▸ **THE PROBLEM**: Exact repetition of every record is required.

▸ **TASK DATA**:
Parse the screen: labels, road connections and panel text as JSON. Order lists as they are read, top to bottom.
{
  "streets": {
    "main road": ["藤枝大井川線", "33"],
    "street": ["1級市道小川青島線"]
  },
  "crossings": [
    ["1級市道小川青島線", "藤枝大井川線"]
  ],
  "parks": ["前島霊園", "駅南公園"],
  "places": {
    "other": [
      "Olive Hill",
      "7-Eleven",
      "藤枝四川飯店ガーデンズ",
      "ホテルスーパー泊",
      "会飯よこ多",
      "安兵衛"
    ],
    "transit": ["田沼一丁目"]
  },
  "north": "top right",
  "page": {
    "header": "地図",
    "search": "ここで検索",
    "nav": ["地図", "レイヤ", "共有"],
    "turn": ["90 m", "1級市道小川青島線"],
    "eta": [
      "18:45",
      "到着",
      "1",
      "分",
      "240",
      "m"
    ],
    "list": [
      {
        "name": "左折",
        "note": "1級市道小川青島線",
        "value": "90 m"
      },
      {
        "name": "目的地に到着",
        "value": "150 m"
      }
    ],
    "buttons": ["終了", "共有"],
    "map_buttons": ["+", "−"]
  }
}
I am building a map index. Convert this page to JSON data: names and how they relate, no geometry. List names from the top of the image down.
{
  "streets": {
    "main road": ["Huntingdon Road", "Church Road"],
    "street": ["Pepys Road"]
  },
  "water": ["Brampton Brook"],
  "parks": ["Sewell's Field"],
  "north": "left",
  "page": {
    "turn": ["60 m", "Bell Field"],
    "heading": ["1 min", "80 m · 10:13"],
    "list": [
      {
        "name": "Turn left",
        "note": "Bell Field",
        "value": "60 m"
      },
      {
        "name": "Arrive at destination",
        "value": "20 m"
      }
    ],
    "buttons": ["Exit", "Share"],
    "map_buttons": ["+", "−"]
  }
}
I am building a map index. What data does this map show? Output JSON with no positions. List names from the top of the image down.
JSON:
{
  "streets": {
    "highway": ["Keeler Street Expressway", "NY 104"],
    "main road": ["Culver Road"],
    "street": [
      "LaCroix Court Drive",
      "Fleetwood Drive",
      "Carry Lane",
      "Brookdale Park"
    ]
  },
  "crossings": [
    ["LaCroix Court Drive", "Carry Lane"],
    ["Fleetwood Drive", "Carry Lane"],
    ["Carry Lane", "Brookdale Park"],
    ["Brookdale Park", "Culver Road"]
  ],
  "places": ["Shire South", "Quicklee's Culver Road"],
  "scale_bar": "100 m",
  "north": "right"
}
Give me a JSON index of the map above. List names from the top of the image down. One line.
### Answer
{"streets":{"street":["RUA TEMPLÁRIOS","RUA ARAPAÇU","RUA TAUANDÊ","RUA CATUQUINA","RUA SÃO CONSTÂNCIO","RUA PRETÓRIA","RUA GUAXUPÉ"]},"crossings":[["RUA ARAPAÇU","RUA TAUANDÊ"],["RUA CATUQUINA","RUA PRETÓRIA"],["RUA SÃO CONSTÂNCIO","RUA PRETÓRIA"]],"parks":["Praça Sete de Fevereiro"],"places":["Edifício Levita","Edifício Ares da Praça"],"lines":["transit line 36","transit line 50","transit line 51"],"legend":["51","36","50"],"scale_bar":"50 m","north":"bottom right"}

▸ **ANSWER TO THIS EXERCISE**:
Parse the screen: labels, road connections and panel text as JSON. Order lists as they are read, top to bottom.
{
  "streets": {
    "main road": ["藤枝大井川線", "33"],
    "street": ["1級市道小川青島線"]
  },
  "crossings": [
    ["1級市道小川青島線", "藤枝大井川線"]
  ],
  "parks": ["前島霊園", "駅南公園"],
  "places": {
    "other": [
      "Olive Hill",
      "7-Eleven",
      "藤枝四川飯店ガーデンズ",
      "ホテルスーパー泊",
      "会飯よこ多",
      "安兵衛"
    ],
    "transit": ["田沼一丁目"]
  },
  "north": "top right",
  "page": {
    "header": "地図",
    "search": "ここで検索",
    "nav": ["地図", "レイヤ", "共有"],
    "turn": ["90 m", "1級市道小川青島線"],
    "eta": [
      "18:45",
      "到着",
      "1",
      "分",
      "240",
      "m"
    ],
    "list": [
      {
        "name": "左折",
        "note": "1級市道小川青島線",
        "value": "90 m"
      },
      {
        "name": "目的地に到着",
        "value": "150 m"
      }
    ],
    "buttons": ["終了", "共有"],
    "map_buttons": ["+", "−"]
  }
}
I am building a map index. Convert this page to JSON data: names and how they relate, no geometry. List names from the top of the image down.
{
  "streets": {
    "main road": ["Huntingdon Road", "Church Road"],
    "street": ["Pepys Road"]
  },
  "water": ["Brampton Brook"],
  "parks": ["Sewell's Field"],
  "north": "left",
  "page": {
    "turn": ["60 m", "Bell Field"],
    "heading": ["1 min", "80 m · 10:13"],
    "list": [
      {
        "name": "Turn left",
        "note": "Bell Field",
        "value": "60 m"
      },
      {
        "name": "Arrive at destination",
        "value": "20 m"
      }
    ],
    "buttons": ["Exit", "Share"],
    "map_buttons": ["+", "−"]
  }
}
I am building a map index. What data does this map show? Output JSON with no positions. List names from the top of the image down.
JSON:
{
  "streets": {
    "highway": ["Keeler Street Expressway", "NY 104"],
    "main road": ["Culver Road"],
    "street": [
      "LaCroix Court Drive",
      "Fleetwood Drive",
      "Carry Lane",
      "Brookdale Park"
    ]
  },
  "crossings": [
    ["LaCroix Court Drive", "Carry Lane"],
    ["Fleetwood Drive", "Carry Lane"],
    ["Carry Lane", "Brookdale Park"],
    ["Brookdale Park", "Culver Road"]
  ],
  "places": ["Shire South", "Quicklee's Culver Road"],
  "scale_bar": "100 m",
  "north": "right"
}
Give me a JSON index of the map above. List names from the top of the image down. One line.
### Answer
{"streets":{"street":["RUA TEMPLÁRIOS","RUA ARAPAÇU","RUA TAUANDÊ","RUA CATUQUINA","RUA SÃO CONSTÂNCIO","RUA PRETÓRIA","RUA GUAXUPÉ"]},"crossings":[["RUA ARAPAÇU","RUA TAUANDÊ"],["RUA CATUQUINA","RUA PRETÓRIA"],["RUA SÃO CONSTÂNCIO","RUA PRETÓRIA"]],"parks":["Praça Sete de Fevereiro"],"places":["Edifício Levita","Edifício Ares da Praça"],"lines":["transit line 36","transit line 50","transit line 51"],"legend":["51","36","50"],"scale_bar":"50 m","north":"bottom right"}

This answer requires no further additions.